WHAT YOU WILL DO →
In the records below, find the lines that include "linecap" and copy each.
^^^^
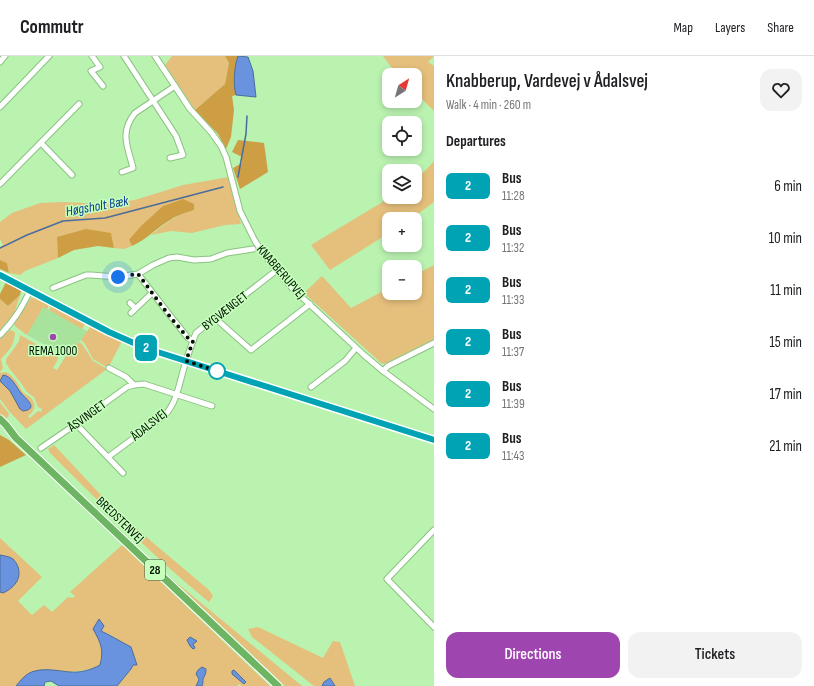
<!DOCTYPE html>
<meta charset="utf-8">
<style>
body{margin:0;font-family:"Sofia Sans Condensed",sans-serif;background:#f2f2f2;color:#202124;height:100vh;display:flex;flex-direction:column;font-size:15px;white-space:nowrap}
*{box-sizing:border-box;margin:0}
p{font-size:13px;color:#757577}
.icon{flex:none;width:22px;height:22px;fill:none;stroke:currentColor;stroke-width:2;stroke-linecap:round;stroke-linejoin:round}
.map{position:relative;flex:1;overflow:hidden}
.drawer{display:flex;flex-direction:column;background:#fff;width:380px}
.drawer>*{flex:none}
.badge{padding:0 8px;border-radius:6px;font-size:14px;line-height:26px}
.needle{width:26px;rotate:37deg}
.buttons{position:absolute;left:382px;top:12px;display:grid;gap:8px}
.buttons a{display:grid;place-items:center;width:40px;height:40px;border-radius:8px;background:#fff;box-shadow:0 2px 6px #0003;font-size:20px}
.you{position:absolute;width:20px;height:20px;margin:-10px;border:3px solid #fff;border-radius:50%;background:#1a73e8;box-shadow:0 0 0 6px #1a73e833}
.map>.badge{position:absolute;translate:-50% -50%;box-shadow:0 0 0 2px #fff}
h2{padding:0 12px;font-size:15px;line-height:36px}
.round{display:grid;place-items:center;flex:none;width:42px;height:42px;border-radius:12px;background:#f2f2f2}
.overview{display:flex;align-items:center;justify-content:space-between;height:68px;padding:0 12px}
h1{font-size:19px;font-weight:600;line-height:30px}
.primary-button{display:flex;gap:8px;margin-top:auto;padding:8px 12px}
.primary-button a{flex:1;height:46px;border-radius:12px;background:#9f45b0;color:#fff;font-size:16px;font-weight:600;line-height:46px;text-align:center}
.primary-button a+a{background:#f2f2f2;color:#202124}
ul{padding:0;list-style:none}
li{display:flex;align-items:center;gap:12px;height:52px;padding:0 12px}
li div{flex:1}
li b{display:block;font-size:15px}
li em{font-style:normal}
li .badge{min-width:44px;font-weight:700;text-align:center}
header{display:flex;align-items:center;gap:24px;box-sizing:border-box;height:56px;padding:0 20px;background:#fff;border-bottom:1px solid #e0e0e0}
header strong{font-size:19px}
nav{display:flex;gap:22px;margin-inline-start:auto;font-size:14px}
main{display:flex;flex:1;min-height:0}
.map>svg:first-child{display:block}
.built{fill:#a8e39e}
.green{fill:#e5bf7c}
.forest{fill:#cd9e43}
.water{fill:#6993de;stroke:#4a6c9b}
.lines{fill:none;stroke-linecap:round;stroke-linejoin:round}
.stream{stroke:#4a6c9b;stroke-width:1.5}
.minor-casing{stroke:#8cc283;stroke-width:7}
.highway-casing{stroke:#fff;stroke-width:9}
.minor{stroke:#fff;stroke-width:5}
.highway{stroke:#6db562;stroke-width:7}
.line-casing{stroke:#fff;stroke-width:9}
.line{stroke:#00a3b4;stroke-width:6}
.walk{stroke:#011200;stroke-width:4;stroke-dasharray:0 7.2}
.poi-dot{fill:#9f45b0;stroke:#c7ffbd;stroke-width:1.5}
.stop-dot{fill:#fff;stroke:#00a3b4;stroke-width:2}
.labels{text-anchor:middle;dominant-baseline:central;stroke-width:3;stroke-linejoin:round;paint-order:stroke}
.shield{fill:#c7ffbd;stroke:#3c5939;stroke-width:1}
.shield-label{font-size:12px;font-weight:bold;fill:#011200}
.street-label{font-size:13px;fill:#011200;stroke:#c7ffbd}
.poi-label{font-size:13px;fill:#011200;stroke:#c7ffbd}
.water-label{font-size:14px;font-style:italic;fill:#0b3d92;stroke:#c7ffbd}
</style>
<header>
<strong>Commutr</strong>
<nav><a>Map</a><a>Layers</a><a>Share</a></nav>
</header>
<main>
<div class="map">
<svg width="434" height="630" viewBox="0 0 434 630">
<rect width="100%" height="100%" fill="#baf2b0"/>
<path class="built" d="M43,250L88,276L81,284L69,295L66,300L27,279Z"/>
<g class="green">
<path d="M172,0H225L229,7L225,28L195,54L165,9Z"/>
<path d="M383,0H434L428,6L434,10V55L415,36V19H398L392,12Z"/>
<path d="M434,105V146L411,163H389V177L330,214L311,189L391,141H415V123L426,114Z"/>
<path d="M229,121L241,168L225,169L192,177L171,175L151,179C166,167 175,159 194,154V148L129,184L132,190L124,193L114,192L111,178L57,181L58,202L25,215L20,219L9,217L7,207L0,204V191L3,189L0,183V166L12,157L40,147L62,146L105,148L135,144L183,129Z"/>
<path d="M434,209V283L384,308L381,307L304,237L322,220L351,252L389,232V237H415V219Z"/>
<path d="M20,239L14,258L0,274V243L8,250Z"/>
<path d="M31,242H37L49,249L47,253L43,251L27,279L16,271L14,268Z"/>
<path d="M51,250L83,265L85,268L82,273L49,254Z"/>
<path d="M90,271H94L122,285L108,312L93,303L85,288L81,284Z"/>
<path d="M10,274L15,276C14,290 10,293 1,303L3,312L0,316L2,317L6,316C14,320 18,328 22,335C24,338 28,339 30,341C37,348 35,355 28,360L30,362L38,355L41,356L42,353L38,351L34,341L27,336L21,327L9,312L6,307V303L13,294L19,285L20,279L55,299L58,302L57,305L53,312L57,314L69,295L79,286L82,288L93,305L107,313L26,373L9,355L0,343V283Z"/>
<path d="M0,346L9,358L8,361L5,363L0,358Z"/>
<path d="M54,389L99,437L152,486L209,534L213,540L209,546C153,500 101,448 50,397L48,393Z"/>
<path d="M0,482L42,521L18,545L32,559L44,549L52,556L68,541L73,542L75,540L70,536L122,489L270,630H242L239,628L237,630H202L204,621L206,618V614L202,611L198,620V626L196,630H117L131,613L133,608L137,609L131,591L121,586L112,580L93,573C101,587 104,593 100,609L92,613L72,616L50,614L25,620L16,630H0Z"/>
<path d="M172,523L302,630H285Z"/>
<path d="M258,571L323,602L333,585L340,586L355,630H335L330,622L324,626L322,630H314L252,581L248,573Z"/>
</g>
<g class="forest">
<path d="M225,0H238C234,12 233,28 236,39L232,40L234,54L231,81L226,93L218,78L195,54L225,28L229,7Z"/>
<path d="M238,84L264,87L268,116L240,133L233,112L242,107V101L232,96Z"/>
<path d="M183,143L194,148V154C184,157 175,160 167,166C154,174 147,183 132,190L129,184L141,170L163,150Z"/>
<path d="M86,173L111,177L114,192L98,190L74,194L58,202L57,181Z"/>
<path d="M0,204L7,207L9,217L0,213Z"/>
<path d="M6,226L21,235L20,239L8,250L0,243V238Z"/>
<path d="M0,379L9,384L26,399L0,411Z"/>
</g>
<g class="water">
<path d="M238,0L248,1L253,15L256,41L236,39C233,28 234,12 238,0Z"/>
<path d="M3,319C12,320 16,331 21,337C25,342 40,353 23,355L20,353L10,335L0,325Z"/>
<path d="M0,499C4,500 9,500 13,503C15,505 17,508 18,511C22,523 14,532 3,537L0,536Z"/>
<path d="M99,563L104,570L101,575C112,580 121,586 131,591L137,609H133L131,613L117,630H59L51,625L45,626L44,630H16C21,624 26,617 35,615C46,612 59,615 70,616C80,617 91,614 100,609C104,594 101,587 93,573Z"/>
<path d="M190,581L197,585L196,586L193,588L195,592L193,593L190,590L187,584Z"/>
<path d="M202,611L206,613C206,618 205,619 203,623C203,625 203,628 202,630H196L198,626L199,623L196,618L198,614Z"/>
<path d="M234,614L246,626L244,628L232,618V615Z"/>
<path d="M330,622L335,630H322L324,626Z"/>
</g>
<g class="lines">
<g class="stream">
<path d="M238,121L246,78L247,60"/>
<path d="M0,192L27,179L63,165L105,162L223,131"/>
</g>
<g class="minor-casing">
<g id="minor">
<path d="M92,0L100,11L91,15L103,30"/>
<path d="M124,0L176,80L183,99L170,102"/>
<path d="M155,0L190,53L211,76L221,90L226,101L240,155L255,185L265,200L292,232L364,299L383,315L434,353"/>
<path d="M0,6L5,0"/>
<path d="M0,51L49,0"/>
<path d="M41,87L72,119"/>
<path d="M122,116L133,112C128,91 119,77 135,57L175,30"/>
<path d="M0,128L79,48"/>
<path d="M138,218L172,262L188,282L193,285"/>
<path d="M0,219L109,276L145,292L434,384"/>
<path d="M53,232L86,219H91L118,221L138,218L153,209L169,202L177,201L194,204L211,203L227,197L253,193"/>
<path d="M130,247L135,252"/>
<path d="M131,257L152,237"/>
<path d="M215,262L251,294L310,248"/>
<path d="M0,279C14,265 21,253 30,235"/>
<path d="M109,312L126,321L134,329"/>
<path d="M383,315L388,310L434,287"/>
<path d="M311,331L345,305L356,292"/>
<path d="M76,368L123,417"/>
<path d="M41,392L76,368L127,331L134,329L144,328L212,350"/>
<path d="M108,401L165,359C176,347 179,330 183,315C186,304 190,293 194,282L196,277L201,273L277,214"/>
<path d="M434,474L387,523L434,571"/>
</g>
</g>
<g class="highway-casing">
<path id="highway" d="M0,363L6,369L16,382L278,630"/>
</g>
<use href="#minor" class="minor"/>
<use href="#highway" class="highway"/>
</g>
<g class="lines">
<g class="line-casing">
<path id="line" d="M0,219L109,276L145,292L434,384"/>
</g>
<use href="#line" class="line"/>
<path class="walk" d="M118,221L138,218L171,262L188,282L193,285L186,305L217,315"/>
</g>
<circle class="poi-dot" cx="53" cy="281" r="4"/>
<circle class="stop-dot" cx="217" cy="315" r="8"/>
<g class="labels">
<rect class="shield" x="145" y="504" width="20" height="20" rx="3"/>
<g class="shield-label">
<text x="155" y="514">28</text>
</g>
<g class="street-label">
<text transform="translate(281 216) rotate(49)">KNABBERUPVEJ</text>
<text transform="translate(225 255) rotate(-38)">BYGVÆNGET</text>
<text transform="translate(87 360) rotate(-36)">ÅSVINGET</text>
<text transform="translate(149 369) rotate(-39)">ÅDALSVEJ</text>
<text transform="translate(120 464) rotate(44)">BREDSTENVEJ</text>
</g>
<g class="poi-label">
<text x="53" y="295">REMA 1000</text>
</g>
<g class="water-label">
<text transform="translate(97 150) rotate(-10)">Høgsholt Bæk</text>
</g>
</g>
</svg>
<div class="buttons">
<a><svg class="needle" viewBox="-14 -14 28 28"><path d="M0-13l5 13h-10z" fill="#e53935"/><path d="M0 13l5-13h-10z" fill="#757577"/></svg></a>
<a><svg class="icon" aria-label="locate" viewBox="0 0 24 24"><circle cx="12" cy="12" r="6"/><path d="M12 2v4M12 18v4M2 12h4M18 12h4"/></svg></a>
<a><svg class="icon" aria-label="layers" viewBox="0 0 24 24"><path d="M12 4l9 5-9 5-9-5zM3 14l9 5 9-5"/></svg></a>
<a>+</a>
<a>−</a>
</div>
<div class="you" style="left:118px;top:221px"></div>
<b class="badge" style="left:146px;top:292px;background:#00a3b4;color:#fff">2</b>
</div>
<section class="drawer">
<div class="overview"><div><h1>Knabberup, Vardevej v Ådalsvej</h1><p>Walk · 4 min · 260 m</p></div><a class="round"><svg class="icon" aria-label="heart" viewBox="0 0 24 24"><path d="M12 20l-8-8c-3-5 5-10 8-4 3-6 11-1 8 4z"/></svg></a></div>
<h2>Departures</h2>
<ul>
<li><span class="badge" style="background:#00a3b4;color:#fff">2</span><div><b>Bus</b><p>11:28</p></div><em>6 min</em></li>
<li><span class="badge" style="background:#00a3b4;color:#fff">2</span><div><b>Bus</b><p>11:32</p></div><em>10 min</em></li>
<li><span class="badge" style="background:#00a3b4;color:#fff">2</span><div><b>Bus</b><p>11:33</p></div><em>11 min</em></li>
<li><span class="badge" style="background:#00a3b4;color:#fff">2</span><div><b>Bus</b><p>11:37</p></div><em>15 min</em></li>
<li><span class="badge" style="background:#00a3b4;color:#fff">2</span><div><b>Bus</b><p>11:39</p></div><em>17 min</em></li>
<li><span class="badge" style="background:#00a3b4;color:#fff">2</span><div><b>Bus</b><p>11:43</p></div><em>21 min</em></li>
</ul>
<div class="primary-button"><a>Directions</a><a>Tickets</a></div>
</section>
</main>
^^^^
RESULT BELOW →
.icon{flex:none;width:22px;height:22px;fill:none;stroke:currentColor;stroke-width:2;stroke-linecap:round;stroke-linejoin:round}
.lines{fill:none;stroke-linecap:round;stroke-linejoin:round}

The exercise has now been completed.